Saved entries:
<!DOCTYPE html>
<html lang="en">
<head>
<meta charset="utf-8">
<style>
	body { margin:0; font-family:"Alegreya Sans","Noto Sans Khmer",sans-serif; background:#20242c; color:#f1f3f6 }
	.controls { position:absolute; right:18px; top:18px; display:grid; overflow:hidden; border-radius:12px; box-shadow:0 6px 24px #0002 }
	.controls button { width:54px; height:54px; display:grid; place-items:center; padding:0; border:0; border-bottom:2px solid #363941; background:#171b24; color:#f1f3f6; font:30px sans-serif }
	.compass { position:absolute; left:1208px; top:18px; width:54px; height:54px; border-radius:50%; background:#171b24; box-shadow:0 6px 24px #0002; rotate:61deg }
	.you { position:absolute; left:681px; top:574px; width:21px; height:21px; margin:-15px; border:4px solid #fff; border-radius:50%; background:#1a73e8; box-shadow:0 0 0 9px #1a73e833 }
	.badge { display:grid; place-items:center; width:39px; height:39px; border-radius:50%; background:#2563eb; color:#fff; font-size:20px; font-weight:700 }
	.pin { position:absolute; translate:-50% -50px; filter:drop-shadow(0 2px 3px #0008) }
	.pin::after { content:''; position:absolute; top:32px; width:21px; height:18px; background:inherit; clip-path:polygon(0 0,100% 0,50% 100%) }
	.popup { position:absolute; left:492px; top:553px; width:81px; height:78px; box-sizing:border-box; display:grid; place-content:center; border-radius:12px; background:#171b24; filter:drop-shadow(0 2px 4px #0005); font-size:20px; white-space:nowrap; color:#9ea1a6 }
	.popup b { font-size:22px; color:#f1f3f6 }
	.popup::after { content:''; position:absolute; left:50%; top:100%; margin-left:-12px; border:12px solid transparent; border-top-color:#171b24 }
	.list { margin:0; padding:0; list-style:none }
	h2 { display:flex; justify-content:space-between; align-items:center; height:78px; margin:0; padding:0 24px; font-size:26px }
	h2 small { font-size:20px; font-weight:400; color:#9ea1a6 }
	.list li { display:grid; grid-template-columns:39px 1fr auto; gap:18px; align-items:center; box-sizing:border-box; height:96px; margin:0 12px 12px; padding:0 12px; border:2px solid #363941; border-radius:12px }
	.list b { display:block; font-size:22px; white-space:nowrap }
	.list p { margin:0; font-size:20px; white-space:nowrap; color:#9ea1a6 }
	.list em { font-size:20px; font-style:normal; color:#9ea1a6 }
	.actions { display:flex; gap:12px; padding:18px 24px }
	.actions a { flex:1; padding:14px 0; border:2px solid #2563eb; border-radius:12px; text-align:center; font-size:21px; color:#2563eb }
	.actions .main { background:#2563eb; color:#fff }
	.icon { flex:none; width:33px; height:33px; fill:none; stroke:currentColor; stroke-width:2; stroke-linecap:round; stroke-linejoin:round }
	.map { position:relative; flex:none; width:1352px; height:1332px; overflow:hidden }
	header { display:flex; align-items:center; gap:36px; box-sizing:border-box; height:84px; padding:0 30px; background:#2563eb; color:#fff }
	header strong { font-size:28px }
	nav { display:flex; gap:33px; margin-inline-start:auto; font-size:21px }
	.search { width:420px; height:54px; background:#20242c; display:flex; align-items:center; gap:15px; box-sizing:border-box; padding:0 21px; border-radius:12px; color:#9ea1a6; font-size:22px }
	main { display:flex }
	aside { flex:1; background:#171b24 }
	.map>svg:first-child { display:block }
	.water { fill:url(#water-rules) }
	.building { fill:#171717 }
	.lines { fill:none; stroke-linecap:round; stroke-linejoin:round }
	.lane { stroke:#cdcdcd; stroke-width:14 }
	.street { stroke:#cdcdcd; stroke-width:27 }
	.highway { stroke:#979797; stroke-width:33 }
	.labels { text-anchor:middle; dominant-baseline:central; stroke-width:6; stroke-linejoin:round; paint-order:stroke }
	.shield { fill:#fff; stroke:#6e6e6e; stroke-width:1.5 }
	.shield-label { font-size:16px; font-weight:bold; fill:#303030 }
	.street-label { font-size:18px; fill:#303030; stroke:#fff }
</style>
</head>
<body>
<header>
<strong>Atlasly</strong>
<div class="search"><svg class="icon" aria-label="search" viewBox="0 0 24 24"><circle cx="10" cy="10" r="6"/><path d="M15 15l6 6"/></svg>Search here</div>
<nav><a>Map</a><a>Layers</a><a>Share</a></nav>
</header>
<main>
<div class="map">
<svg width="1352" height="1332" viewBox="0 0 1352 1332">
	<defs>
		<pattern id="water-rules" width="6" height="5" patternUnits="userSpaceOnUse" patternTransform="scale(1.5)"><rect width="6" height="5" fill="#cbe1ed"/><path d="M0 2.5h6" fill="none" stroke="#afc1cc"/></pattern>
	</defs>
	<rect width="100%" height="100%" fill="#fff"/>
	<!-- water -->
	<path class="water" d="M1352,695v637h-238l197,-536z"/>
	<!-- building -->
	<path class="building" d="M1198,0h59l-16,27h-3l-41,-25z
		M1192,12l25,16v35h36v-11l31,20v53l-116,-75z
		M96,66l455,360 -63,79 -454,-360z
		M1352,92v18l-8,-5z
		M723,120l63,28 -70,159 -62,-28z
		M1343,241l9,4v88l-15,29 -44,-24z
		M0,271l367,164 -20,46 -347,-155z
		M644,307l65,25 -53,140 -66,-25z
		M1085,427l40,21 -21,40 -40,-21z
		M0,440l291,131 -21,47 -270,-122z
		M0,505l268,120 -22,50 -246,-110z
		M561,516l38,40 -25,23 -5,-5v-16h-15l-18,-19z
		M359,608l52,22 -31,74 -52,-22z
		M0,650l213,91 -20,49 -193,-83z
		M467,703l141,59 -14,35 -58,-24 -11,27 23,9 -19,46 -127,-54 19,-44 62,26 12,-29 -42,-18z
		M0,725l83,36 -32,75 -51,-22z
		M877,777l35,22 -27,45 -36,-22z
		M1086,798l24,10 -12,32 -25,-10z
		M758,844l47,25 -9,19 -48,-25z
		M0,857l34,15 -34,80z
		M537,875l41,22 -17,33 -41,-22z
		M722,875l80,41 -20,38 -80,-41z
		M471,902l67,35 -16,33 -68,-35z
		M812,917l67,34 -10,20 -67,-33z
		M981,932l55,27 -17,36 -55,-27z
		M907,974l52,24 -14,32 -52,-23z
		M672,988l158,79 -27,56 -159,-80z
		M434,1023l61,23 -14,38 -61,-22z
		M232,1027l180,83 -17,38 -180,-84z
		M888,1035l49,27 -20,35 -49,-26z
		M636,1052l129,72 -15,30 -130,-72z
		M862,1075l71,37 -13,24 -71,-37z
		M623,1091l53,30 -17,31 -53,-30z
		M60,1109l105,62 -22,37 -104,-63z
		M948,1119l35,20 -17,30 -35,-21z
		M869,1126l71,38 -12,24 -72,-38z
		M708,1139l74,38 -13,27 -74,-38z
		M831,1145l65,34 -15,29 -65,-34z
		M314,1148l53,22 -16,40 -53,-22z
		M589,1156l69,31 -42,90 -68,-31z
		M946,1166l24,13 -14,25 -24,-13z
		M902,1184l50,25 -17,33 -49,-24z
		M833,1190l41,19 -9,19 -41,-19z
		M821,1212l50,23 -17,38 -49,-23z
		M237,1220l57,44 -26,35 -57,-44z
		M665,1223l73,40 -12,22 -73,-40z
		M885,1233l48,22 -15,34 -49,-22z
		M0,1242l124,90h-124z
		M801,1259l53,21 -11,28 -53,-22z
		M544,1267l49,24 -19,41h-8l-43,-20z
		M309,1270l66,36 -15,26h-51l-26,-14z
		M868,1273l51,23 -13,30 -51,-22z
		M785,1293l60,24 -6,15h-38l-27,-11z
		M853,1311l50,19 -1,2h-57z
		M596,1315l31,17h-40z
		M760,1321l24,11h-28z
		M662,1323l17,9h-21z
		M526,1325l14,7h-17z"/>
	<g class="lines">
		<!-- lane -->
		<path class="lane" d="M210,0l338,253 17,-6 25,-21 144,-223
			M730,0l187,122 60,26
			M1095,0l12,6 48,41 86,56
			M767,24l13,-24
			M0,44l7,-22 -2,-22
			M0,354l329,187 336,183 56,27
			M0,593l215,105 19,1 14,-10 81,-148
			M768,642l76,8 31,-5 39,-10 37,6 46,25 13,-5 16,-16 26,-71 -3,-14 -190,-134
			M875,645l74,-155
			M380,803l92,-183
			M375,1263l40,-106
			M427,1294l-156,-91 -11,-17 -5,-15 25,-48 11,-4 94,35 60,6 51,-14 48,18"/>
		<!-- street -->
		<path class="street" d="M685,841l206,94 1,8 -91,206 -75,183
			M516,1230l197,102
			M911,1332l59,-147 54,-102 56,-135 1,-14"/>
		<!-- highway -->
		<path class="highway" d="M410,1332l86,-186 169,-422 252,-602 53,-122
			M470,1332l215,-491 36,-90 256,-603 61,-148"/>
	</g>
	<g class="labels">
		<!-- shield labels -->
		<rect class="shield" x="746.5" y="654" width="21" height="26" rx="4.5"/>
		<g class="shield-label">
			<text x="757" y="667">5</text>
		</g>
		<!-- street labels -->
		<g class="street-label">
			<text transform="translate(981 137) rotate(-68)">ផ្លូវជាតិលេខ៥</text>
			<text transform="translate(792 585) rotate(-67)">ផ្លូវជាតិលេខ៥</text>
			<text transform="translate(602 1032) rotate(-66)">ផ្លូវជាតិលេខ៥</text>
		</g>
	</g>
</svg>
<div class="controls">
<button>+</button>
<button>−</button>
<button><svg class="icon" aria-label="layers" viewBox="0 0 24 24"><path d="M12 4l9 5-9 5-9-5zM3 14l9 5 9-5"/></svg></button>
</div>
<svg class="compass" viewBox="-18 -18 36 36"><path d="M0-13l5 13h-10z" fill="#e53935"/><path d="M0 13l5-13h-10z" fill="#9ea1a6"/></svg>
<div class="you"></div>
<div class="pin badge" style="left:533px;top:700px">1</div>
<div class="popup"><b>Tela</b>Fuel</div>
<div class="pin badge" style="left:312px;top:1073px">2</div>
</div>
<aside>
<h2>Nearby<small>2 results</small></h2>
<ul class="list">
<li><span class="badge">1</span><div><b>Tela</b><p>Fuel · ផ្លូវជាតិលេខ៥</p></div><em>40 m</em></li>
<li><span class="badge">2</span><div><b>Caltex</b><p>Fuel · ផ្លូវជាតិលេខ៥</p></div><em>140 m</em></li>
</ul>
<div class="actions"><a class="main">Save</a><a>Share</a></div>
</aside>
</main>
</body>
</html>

-- Required work --
Using the entries above, copy out all lines that contain the string "linecap".

-- Result --
	.icon { flex:none; width:33px; height:33px; fill:none; stroke:currentColor; stroke-width:2; stroke-linecap:round; stroke-linejoin:round }
	.lines { fill:none; stroke-linecap:round; stroke-linejoin:round }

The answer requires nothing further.